[Opening EXERCISE MATERIALS section]
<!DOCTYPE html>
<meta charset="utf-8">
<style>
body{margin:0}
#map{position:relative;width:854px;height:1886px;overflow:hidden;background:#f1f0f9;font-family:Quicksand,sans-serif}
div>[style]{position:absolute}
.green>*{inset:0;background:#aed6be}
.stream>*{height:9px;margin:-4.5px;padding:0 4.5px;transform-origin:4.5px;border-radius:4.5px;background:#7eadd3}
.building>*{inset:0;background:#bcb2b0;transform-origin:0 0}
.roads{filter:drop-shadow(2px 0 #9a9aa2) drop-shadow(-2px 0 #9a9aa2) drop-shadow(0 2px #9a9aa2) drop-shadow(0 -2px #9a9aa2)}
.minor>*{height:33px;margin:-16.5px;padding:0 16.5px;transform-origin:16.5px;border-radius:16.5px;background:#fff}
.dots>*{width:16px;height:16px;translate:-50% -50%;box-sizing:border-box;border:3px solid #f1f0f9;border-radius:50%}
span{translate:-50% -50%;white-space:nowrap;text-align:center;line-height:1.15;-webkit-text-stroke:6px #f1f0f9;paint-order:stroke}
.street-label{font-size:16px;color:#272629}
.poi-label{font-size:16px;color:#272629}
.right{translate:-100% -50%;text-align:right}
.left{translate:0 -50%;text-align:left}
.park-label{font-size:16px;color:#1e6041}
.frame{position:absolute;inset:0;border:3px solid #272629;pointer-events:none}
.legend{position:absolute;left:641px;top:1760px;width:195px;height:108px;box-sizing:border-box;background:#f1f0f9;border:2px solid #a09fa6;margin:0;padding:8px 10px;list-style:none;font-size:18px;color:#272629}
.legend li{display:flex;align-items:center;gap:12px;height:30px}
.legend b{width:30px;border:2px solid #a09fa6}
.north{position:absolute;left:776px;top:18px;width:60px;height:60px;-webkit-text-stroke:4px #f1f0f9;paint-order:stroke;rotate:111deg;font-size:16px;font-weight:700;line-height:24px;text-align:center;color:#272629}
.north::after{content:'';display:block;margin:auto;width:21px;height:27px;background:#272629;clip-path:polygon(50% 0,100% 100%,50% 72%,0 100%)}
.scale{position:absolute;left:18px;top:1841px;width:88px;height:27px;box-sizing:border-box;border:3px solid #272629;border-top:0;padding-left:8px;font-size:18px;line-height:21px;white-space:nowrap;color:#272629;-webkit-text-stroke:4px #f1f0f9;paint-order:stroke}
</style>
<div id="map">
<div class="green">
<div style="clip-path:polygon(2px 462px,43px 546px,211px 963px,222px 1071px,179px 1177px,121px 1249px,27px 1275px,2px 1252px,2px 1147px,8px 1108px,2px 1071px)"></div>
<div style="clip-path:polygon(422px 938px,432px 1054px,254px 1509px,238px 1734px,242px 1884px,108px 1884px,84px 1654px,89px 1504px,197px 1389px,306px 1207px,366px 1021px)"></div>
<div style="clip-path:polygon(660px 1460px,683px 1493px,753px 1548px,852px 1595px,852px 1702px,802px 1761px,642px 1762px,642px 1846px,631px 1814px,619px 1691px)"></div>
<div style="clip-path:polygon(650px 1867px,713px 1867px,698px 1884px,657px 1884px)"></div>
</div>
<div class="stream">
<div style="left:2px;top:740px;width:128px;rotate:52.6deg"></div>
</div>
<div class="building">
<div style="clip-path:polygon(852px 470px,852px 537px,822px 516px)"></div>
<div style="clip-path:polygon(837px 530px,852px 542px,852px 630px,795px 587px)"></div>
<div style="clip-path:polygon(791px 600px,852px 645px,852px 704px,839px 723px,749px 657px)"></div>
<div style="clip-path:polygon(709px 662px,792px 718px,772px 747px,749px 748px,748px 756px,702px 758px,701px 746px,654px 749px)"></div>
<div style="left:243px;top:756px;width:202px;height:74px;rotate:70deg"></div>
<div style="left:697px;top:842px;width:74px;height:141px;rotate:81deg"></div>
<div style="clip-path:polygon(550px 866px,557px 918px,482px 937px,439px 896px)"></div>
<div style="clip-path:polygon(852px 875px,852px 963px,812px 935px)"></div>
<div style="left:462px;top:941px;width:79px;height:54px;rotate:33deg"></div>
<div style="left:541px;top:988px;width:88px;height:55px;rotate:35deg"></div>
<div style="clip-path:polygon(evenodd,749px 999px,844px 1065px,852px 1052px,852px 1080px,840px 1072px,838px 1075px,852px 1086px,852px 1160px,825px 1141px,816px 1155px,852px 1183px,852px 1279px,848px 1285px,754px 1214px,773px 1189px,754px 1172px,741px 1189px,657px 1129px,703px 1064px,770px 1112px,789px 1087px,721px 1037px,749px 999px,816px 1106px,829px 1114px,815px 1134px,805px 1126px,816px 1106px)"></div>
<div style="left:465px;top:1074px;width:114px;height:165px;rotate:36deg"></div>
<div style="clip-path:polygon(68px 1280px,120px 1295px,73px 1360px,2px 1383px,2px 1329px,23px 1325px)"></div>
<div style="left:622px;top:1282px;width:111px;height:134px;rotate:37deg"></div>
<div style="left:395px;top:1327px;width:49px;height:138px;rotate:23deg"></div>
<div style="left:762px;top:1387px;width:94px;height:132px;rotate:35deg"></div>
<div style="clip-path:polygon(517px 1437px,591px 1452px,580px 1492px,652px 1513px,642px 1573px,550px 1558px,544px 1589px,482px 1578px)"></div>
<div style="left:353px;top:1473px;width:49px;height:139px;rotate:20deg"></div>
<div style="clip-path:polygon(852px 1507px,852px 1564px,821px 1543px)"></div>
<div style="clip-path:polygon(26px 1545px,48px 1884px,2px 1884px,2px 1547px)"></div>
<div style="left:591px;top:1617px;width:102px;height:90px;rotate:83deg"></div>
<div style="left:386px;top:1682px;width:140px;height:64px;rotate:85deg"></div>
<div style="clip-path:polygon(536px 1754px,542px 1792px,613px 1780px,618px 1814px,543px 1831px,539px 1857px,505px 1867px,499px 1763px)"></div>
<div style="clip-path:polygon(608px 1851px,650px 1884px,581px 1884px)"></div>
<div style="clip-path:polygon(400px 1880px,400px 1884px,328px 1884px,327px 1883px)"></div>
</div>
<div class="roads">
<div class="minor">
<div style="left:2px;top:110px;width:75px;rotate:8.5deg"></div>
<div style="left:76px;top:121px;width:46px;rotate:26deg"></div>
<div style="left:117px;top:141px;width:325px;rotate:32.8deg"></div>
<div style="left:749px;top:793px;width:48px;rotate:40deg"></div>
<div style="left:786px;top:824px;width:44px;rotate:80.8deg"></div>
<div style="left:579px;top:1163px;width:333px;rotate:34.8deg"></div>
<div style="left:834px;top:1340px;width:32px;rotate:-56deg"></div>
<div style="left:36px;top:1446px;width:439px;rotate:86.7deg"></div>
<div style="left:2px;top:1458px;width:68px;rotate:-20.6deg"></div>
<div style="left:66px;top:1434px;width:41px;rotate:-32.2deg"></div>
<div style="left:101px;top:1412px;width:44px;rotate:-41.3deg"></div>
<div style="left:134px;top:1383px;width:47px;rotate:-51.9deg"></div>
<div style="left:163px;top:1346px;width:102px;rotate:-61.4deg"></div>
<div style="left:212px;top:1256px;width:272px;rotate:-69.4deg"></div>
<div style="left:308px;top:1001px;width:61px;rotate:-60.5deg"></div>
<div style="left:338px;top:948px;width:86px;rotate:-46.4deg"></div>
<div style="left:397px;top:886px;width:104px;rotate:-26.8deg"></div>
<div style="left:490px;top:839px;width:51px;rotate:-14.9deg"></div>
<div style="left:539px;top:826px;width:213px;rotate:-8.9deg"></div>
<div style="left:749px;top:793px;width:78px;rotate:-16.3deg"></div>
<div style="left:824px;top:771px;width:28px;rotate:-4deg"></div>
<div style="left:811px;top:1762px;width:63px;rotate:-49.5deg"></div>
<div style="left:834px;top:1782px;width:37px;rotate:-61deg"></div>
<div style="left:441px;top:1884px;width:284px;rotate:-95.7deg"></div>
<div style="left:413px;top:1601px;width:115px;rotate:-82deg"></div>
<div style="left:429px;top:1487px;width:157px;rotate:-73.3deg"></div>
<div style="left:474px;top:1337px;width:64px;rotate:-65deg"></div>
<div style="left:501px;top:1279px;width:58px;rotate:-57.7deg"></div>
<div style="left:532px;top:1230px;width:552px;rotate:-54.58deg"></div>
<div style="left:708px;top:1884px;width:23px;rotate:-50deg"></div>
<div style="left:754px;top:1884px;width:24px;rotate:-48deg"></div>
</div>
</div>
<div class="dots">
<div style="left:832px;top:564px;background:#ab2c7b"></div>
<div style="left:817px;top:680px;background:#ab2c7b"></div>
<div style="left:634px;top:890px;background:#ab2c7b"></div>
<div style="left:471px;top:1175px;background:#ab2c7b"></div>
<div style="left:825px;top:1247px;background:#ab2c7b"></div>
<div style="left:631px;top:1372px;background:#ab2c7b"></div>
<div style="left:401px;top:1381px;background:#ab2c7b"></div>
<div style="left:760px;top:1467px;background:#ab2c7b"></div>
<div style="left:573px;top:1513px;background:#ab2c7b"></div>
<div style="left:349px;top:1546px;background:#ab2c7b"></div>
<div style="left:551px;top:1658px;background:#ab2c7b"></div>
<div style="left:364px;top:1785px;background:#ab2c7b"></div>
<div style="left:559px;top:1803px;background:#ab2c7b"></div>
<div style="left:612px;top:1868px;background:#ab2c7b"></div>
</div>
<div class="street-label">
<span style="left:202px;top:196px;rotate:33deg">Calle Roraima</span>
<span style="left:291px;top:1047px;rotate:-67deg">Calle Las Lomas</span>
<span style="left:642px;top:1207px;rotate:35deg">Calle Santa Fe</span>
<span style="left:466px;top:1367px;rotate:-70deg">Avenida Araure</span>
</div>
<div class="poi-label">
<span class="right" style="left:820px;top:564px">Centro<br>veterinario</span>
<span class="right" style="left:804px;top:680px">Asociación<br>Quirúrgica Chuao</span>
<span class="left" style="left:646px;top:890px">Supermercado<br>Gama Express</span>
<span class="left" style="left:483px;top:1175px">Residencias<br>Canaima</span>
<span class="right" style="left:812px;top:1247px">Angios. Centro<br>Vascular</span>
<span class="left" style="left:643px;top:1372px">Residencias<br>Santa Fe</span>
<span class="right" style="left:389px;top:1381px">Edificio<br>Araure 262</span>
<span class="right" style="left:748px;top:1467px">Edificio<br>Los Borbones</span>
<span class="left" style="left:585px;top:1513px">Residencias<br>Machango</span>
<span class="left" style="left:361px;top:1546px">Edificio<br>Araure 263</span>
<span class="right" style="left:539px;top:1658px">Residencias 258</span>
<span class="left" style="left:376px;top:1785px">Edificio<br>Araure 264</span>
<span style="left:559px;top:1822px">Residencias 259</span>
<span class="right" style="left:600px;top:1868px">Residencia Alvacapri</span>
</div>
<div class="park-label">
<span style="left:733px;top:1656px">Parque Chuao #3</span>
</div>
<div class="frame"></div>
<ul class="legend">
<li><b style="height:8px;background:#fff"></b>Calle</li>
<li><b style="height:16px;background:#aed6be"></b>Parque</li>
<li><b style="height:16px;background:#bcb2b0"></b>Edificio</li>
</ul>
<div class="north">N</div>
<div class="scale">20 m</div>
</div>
[Closing EXERCISE MATERIALS section]
WHAT IS BEING ASKED: Wherever the word "stream" turns up in the records above, copy the line that holds it.

ANSWER SPACE:
.stream>*{height:9px;margin:-4.5px;padding:0 4.5px;transform-origin:4.5px;border-radius:4.5px;background:#7eadd3}
<div class="stream">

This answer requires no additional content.